◆ Problem requirements ◆
Leave the pictures aside and copy all the data exactly.

◆ Dataset items ◆
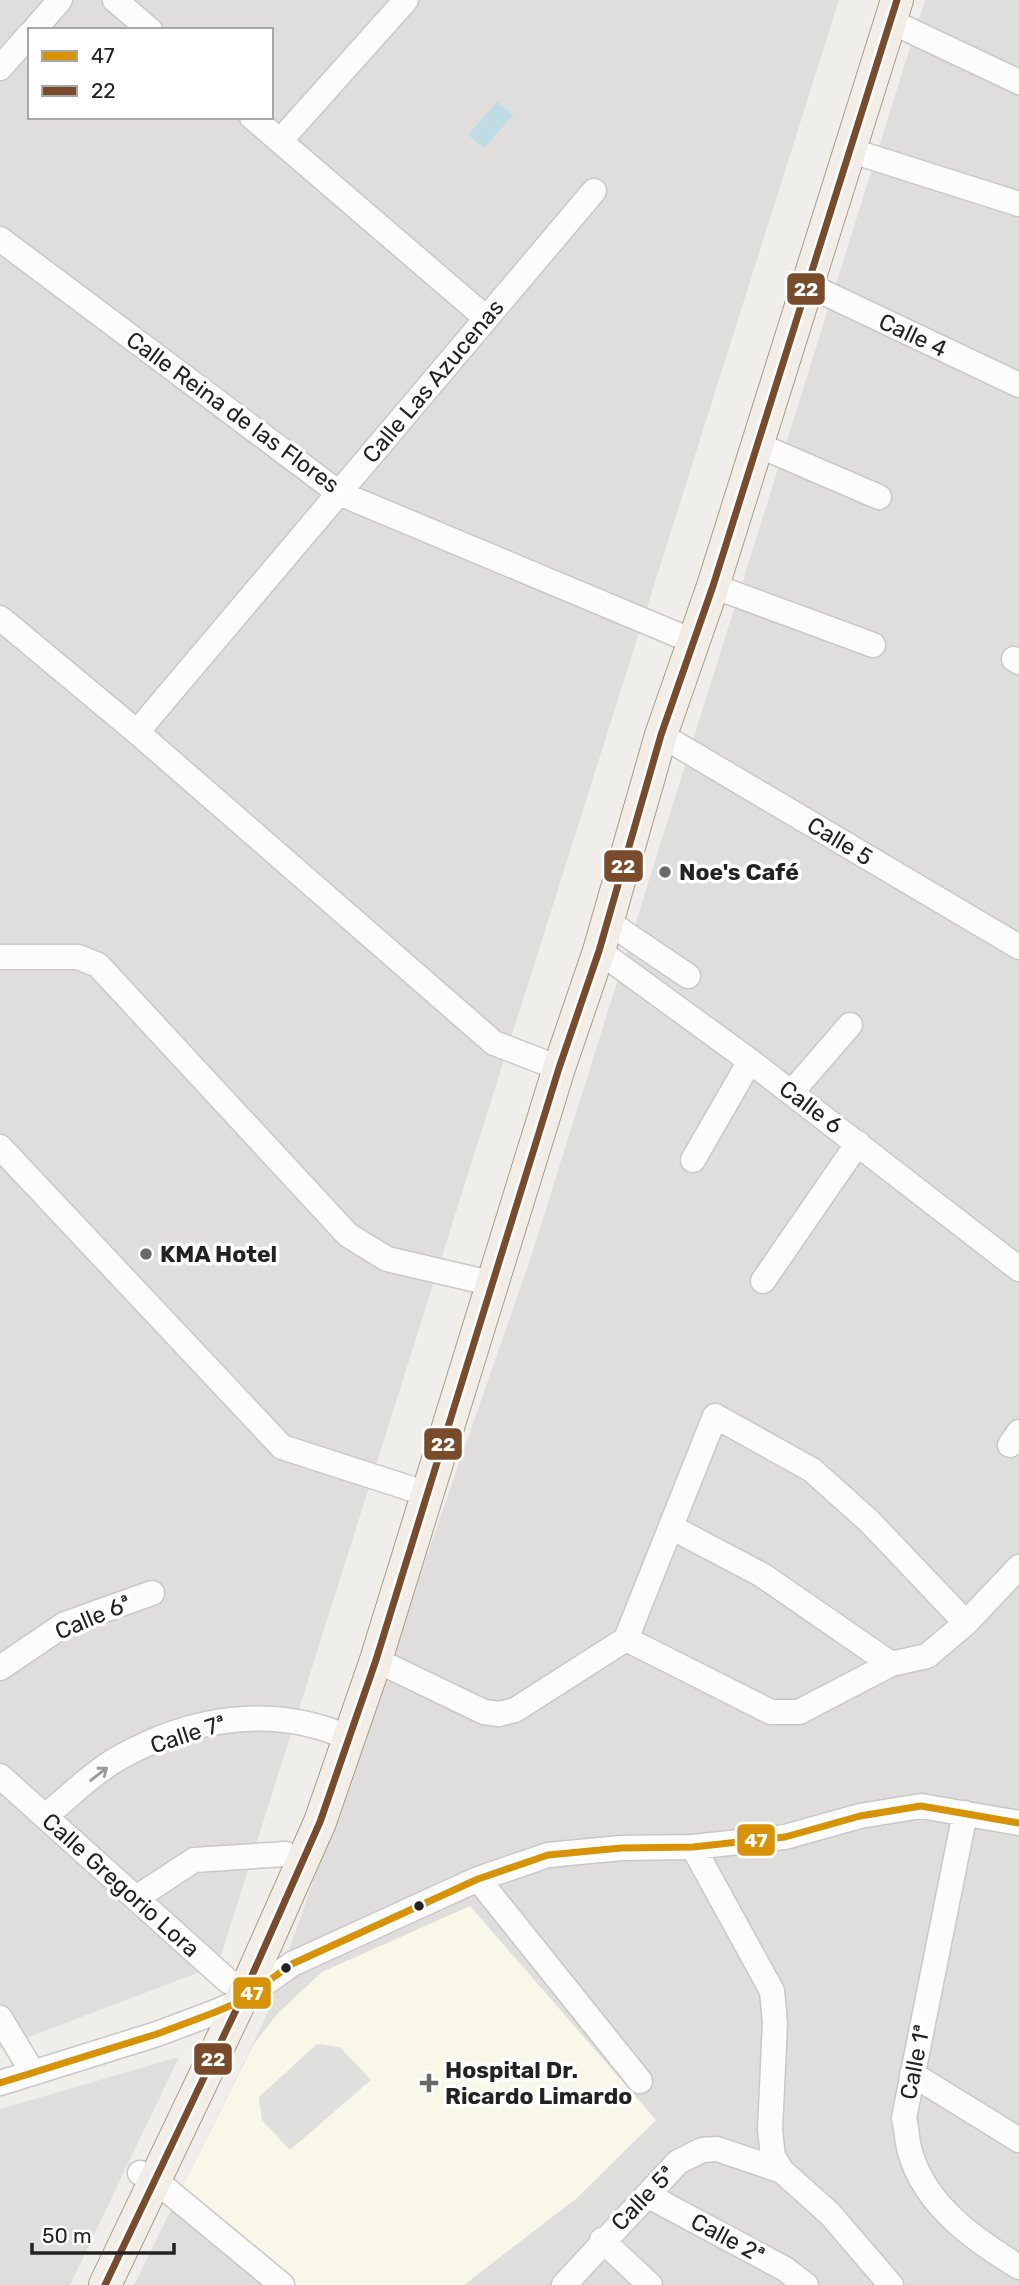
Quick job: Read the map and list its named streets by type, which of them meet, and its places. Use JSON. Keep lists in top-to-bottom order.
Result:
{
  "streets": {
    "street": [
      "Calle 4",
      "Calle Las Azucenas",
      "Calle Reina de las Flores",
      "Calle 5",
      "Calle 6",
      "Calle 6ª",
      "Calle 7ª",
      "Calle Gregorio Lora",
      "Calle 1ª",
      "Calle 5ª",
      "Calle 2ª"
    ]
  },
  "crossings": [
    ["Calle Las Azucenas", "Calle Reina de las Flores"],
    ["Calle 7ª", "Calle Gregorio Lora"],
    ["Calle 5ª", "Calle 2ª"]
  ],
  "places": {
    "other": ["Noe's Café", "KMA Hotel"],
    "health": ["Hospital Dr. Ricardo Limardo"]
  },
  "lines": ["transit line 22", "transit line 47"],
  "legend": ["47", "22"],
  "scale_bar": "50 m"
}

◆ Exercise result ◆
Quick job: Read the map and list its named streets by type, which of them meet, and its places. Use JSON. Keep lists in top-to-bottom order.
Result:
{
  "streets": {
    "street": [
      "Calle 4",
      "Calle Las Azucenas",
      "Calle Reina de las Flores",
      "Calle 5",
      "Calle 6",
      "Calle 6ª",
      "Calle 7ª",
      "Calle Gregorio Lora",
      "Calle 1ª",
      "Calle 5ª",
      "Calle 2ª"
    ]
  },
  "crossings": [
    ["Calle Las Azucenas", "Calle Reina de las Flores"],
    ["Calle 7ª", "Calle Gregorio Lora"],
    ["Calle 5ª", "Calle 2ª"]
  ],
  "places": {
    "other": ["Noe's Café", "KMA Hotel"],
    "health": ["Hospital Dr. Ricardo Limardo"]
  },
  "lines": ["transit line 22", "transit line 47"],
  "legend": ["47", "22"],
  "scale_bar": "50 m"
}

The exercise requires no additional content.